Having spent the past two months reading through the Quatermain and Ayesha series, I can say I am surprised. Before reading him, I had dismissed Haggard as being something of a lightweight. He isn't. His writing is not only captivating but full of masterful prose imagery. And he fills his novels with ideas, especially as he seems to be arguing about the merits of religion and the infinite over the entirety of his four decades long writing career.

I'm not sure that I will soon, if ever, have time to return to Quatermain. I shall miss his character, however. It was quite a thrill to see the author grow through life with his most memorable subject. And I'm also struck at how Allan changed and grew through the years.
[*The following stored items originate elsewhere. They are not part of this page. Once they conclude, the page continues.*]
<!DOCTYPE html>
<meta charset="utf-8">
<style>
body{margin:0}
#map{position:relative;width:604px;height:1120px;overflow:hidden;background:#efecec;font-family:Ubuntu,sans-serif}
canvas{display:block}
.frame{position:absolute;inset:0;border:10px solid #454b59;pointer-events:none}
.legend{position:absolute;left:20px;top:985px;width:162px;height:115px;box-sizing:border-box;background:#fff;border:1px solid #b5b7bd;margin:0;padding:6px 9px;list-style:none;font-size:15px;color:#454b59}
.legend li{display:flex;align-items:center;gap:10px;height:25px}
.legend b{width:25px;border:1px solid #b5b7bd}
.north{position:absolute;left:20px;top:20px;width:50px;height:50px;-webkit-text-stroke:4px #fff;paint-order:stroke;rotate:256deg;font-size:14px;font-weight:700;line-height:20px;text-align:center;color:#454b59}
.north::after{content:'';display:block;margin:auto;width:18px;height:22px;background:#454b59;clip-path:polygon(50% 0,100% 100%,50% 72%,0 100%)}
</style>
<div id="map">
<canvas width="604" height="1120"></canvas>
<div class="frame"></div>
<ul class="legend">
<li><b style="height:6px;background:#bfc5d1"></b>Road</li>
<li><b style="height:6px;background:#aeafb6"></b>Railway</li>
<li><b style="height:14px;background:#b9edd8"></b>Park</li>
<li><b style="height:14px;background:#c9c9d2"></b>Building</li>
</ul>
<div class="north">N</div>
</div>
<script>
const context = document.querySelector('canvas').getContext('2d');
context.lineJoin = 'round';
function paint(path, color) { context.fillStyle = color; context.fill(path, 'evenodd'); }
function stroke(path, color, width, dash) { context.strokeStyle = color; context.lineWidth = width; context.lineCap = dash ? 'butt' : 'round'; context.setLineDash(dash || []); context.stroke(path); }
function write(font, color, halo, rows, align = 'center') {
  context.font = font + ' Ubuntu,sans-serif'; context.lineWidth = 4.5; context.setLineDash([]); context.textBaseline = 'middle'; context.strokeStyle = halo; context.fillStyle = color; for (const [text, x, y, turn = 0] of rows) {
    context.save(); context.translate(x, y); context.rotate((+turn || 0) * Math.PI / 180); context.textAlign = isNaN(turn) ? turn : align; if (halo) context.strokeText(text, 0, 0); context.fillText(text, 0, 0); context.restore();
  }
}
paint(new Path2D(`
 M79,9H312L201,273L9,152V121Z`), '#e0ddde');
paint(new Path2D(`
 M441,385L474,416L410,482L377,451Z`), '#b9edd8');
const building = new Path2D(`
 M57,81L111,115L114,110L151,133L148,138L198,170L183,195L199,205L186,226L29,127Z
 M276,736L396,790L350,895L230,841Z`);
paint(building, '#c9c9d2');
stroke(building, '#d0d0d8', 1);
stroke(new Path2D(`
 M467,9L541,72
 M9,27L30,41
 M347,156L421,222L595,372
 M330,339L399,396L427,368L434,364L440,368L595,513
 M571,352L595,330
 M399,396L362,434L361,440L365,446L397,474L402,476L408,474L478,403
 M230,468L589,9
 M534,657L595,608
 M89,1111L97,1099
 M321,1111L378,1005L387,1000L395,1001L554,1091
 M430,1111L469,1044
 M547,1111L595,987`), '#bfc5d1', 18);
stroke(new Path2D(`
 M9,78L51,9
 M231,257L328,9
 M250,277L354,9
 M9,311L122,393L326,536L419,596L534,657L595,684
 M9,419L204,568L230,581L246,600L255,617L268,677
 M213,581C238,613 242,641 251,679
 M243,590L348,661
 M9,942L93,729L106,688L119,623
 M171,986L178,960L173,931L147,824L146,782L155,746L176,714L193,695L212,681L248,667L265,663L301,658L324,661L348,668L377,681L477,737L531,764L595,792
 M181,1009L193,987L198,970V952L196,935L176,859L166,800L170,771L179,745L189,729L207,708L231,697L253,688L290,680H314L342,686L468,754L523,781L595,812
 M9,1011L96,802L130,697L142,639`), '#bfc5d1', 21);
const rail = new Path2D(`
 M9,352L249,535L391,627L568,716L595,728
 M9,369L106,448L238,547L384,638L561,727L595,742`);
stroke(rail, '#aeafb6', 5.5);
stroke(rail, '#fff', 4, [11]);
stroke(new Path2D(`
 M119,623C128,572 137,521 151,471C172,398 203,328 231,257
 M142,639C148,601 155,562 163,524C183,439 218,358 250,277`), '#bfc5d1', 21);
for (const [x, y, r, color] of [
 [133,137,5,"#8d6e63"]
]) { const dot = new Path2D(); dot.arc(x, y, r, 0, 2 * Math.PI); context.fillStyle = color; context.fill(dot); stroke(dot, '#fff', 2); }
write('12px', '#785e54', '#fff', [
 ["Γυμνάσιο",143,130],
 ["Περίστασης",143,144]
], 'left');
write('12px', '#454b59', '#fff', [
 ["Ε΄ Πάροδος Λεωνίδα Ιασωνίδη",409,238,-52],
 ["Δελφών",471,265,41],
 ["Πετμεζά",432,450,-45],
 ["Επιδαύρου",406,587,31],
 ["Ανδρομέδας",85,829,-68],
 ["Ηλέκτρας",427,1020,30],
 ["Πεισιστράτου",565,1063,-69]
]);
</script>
At first, I dismissed him as a stock genre protagonist, into which the reader pours his own perspective, to gain catharsis. I was wrong in that early assessment. For even from the second book onward, from Allan Quartermain, that is, readers were given one long flashback from the point of Allan's death. In Allan and the Ice Gods, a terrible title, Haggard almost brings us all the way round. And in the meantime, we have seen Quatermain grow from an impulsive youth, a romantic young man, and a virile adventurer, to a middle aged skeptic, a father who lost his son, and an elderly man making a tally of his life, wondering where it all leads. Quite a journey.